Bullous pemphigoid often presents in people over 80 years of age, and mostly affects people over 50. It can occur in younger adults, but bullous pemphigoid in infants and children is rare.
- Bullous pemphigoid occurs equally in males and females.
- There are HLA associations indicating genetic predisposition to the disease.
- It is more prevalent in elderly patients with neurological disease, particularly stroke, dementia and Parkinson disease.
- The risk of developing bullous pemphigoid is greater in people with the skin disease, psoriasis, and it can be precipitated by treatment of psoriasis with phototherapy.
- There may be an association with internal malignancy in some patients.
- A drug, an injury, or skin infection can trigger the onset of disease.
Types of Pemphigoid
In cases of bullous pemphigoid (the most common of the three types), the skin blistering happens most commonly on the arms and legs where movement occurs. This includes the areas around the joints and on the lower abdomen.
Cicatricial pemphigoid refers to blisters that form on the mucous membranes. This includes the mouth, eyes, nose, throat, and genitals. The rash and blistering may begin in one of these areas and spread to the others if left untreated.
When blistering occurs during or shortly after pregnancy, it is called pemphigoid gestationis. It is also called herpes gestationis, although it is not related to the herpes virus. The blistering typically develops during the second or third trimester, but may occur at any time during pregnancy or up to six weeks after delivery. Blisters tend to form on the arms, legs, and abdomen.
Bullous pemphigoid most commonly occurs in people older than age 60, and the risk increases with age.
If ruptured blisters become infected, this can lead to sepsis a potentially life-threatening blood infection that affects your entire body. Sepsis is more likely to occur in older adults who are in generally poor health.
Rare forms of bullous pemphigoid involving the mucous membranes of the mouth or eye can lead to scarring.
What is the treatment of bullous pemphigoid (BP)?

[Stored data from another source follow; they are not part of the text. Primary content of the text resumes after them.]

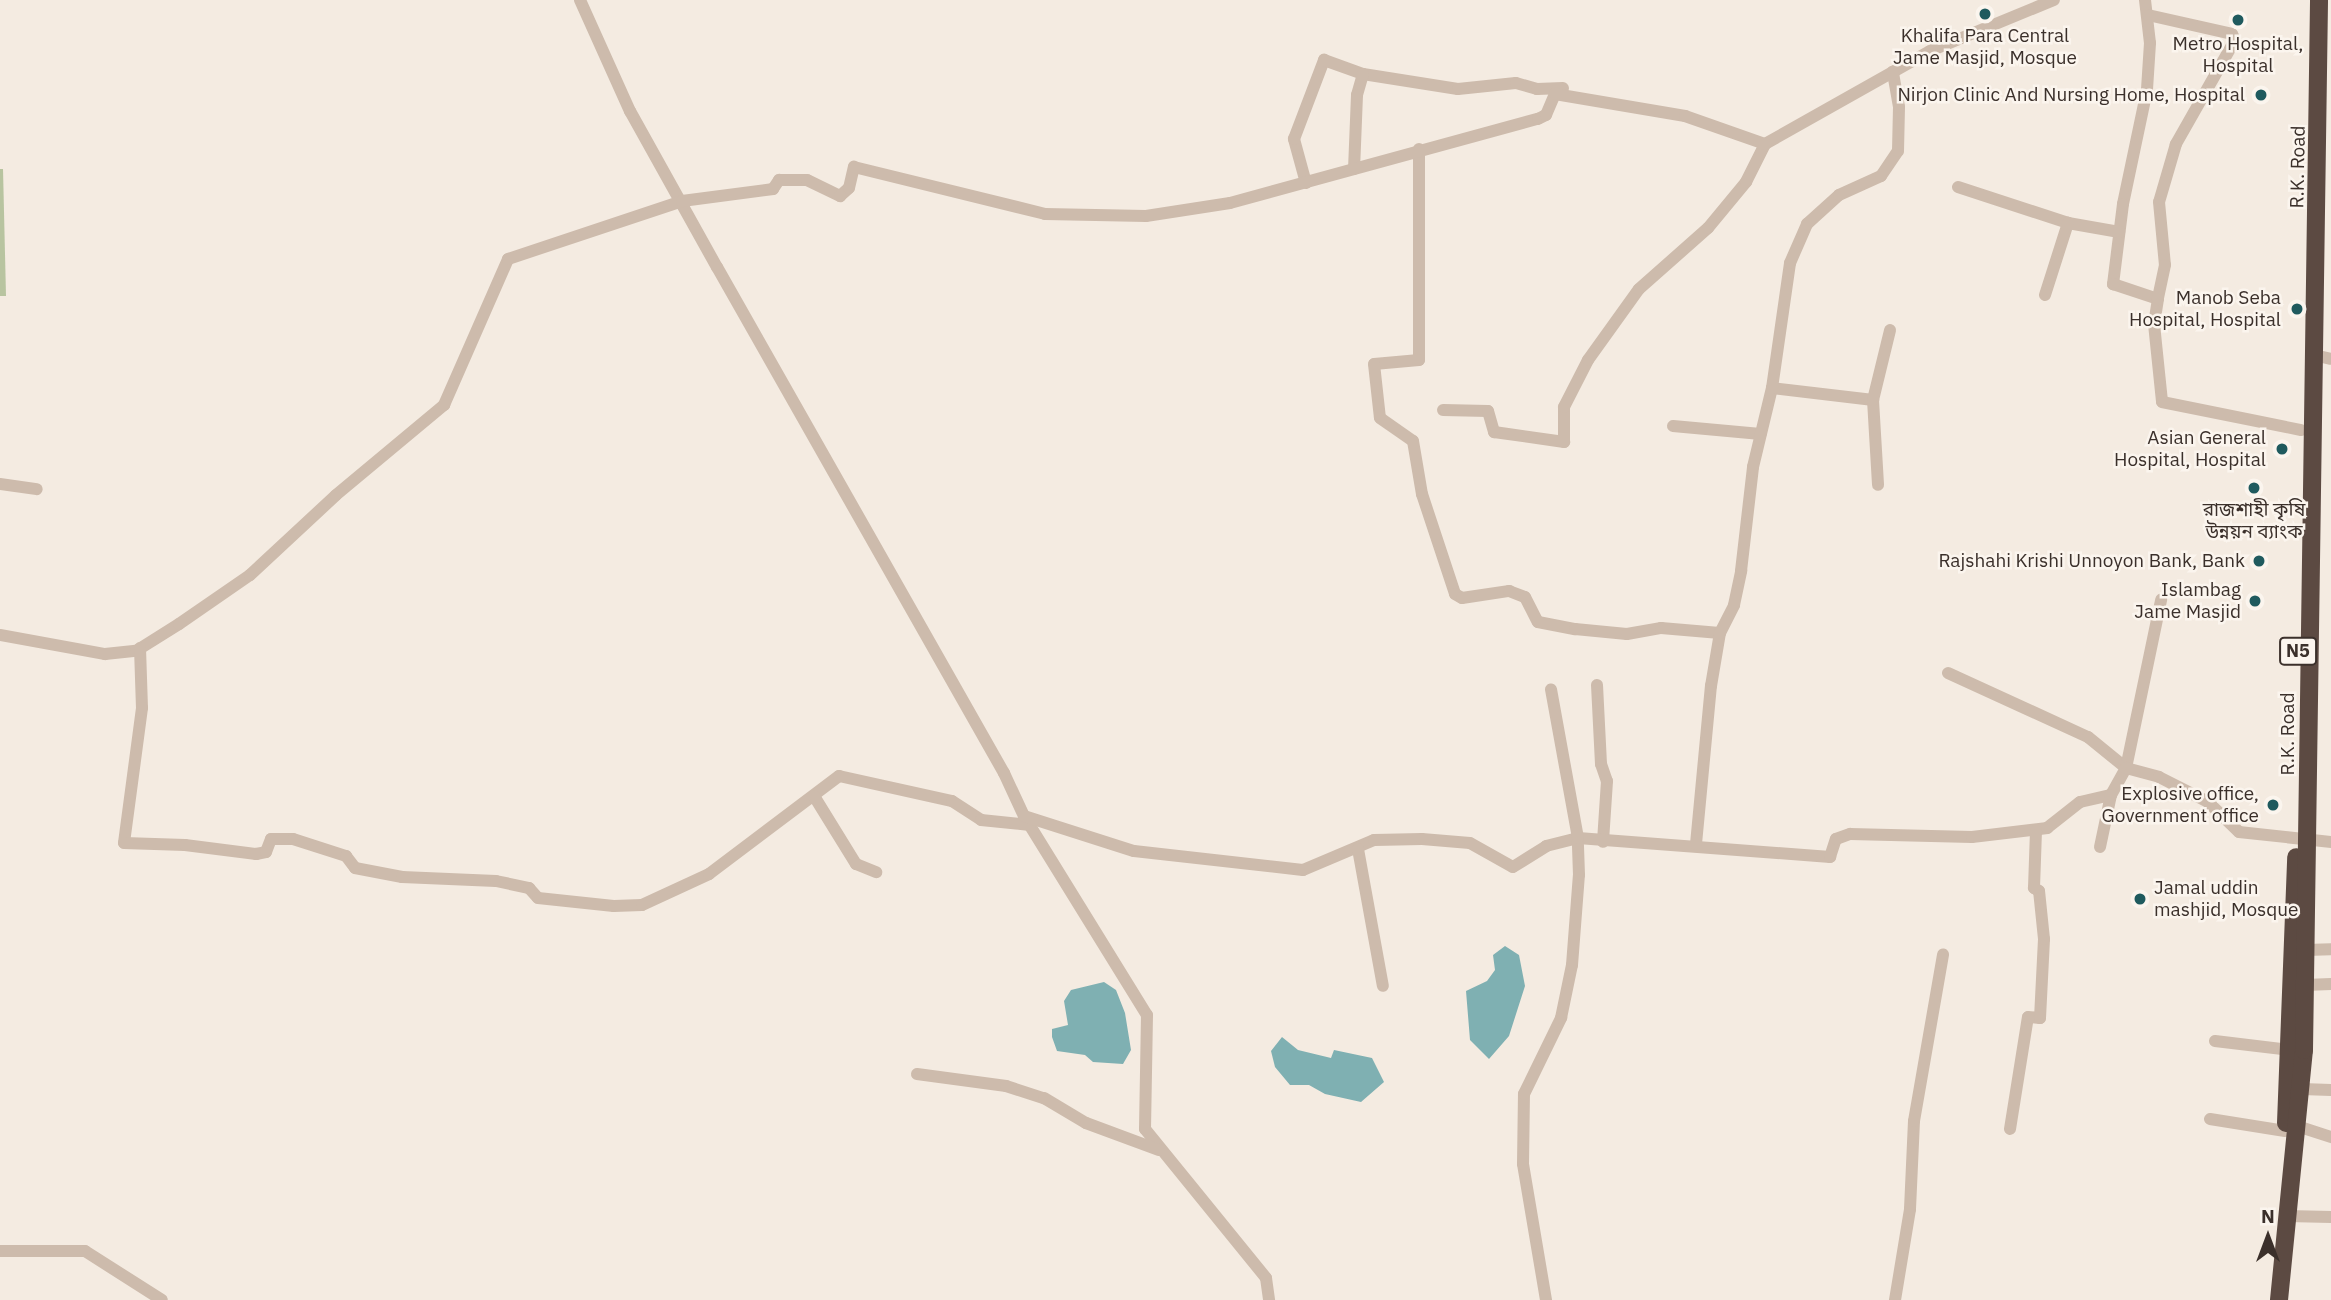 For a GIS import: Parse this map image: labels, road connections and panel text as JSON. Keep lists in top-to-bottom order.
{
  "streets": {
    "highway": ["R.K. Road", "N5"]
  },
  "places": [
    "Khalifa Para Central Jame Masjid, Mosque",
    "Metro Hospital, Hospital",
    "Nirjon Clinic And Nursing Home, Hospital",
    "Manob Seba Hospital, Hospital",
    "Asian General Hospital, Hospital",
    "রাজশাহী কৃষি উন্নয়ন ব্যাংক",
    "Rajshahi Krishi Unnoyon Bank, Bank",
    "Islambag Jame Masjid",
    "Explosive office, Government office",
    "Jamal uddin mashjid, Mosque"
  ],
  "north": "top"
}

Treatment involves suppressing the immune process, so that itching and blistering are reduced. The aim is to find the right balance of treatment. You need to feel comfortable and not have many blisters, but without too many side-effects of treatment. Usually the best balance is the point where there may be a few blisters or symptoms which you can tolerate. This may be better than totally suppressing all symptoms, which could mean using large amounts of treatment and having more side-effects.
Treatments used for BP are:
Steroid creams, also called topical steroids, are a safe and effective treatment for BP. High-strength steroid creams (eg clobetasol) will normally be needed. Research suggests that steroid creams are a good option for most types of BP, even the more severe forms. This research also suggests that certain steroid creams are more effective than steroid tablets, have fewer side-effects and give better results overall.
Steroid tablets such as prednisolone are also used as treatment for BP. They are used when the rash is widespread, or there are practical problems applying the cream. Steroids reduce inflammation and suppress the immune system. The dose of steroid depends on how severe the BP is. A medium or high dose is usually needed at first, and the dose can then be reduced once the blisters clear up. The aim is to find the lowest dose needed to control symptoms, which varies from person to person.
There are some other treatments which can help with BP. These are:
- Skin treatments such as dressings and wound care, which will be needed if you have areas of raw skin.
- Medicines called dapsone and sulfonamides, which are sometimes used if steroids have not been effective. They tend to cause more side-effects and so are not used as often as steroids.
- A newer medication called rituximab, which has been useful in difficult-to-treat cases.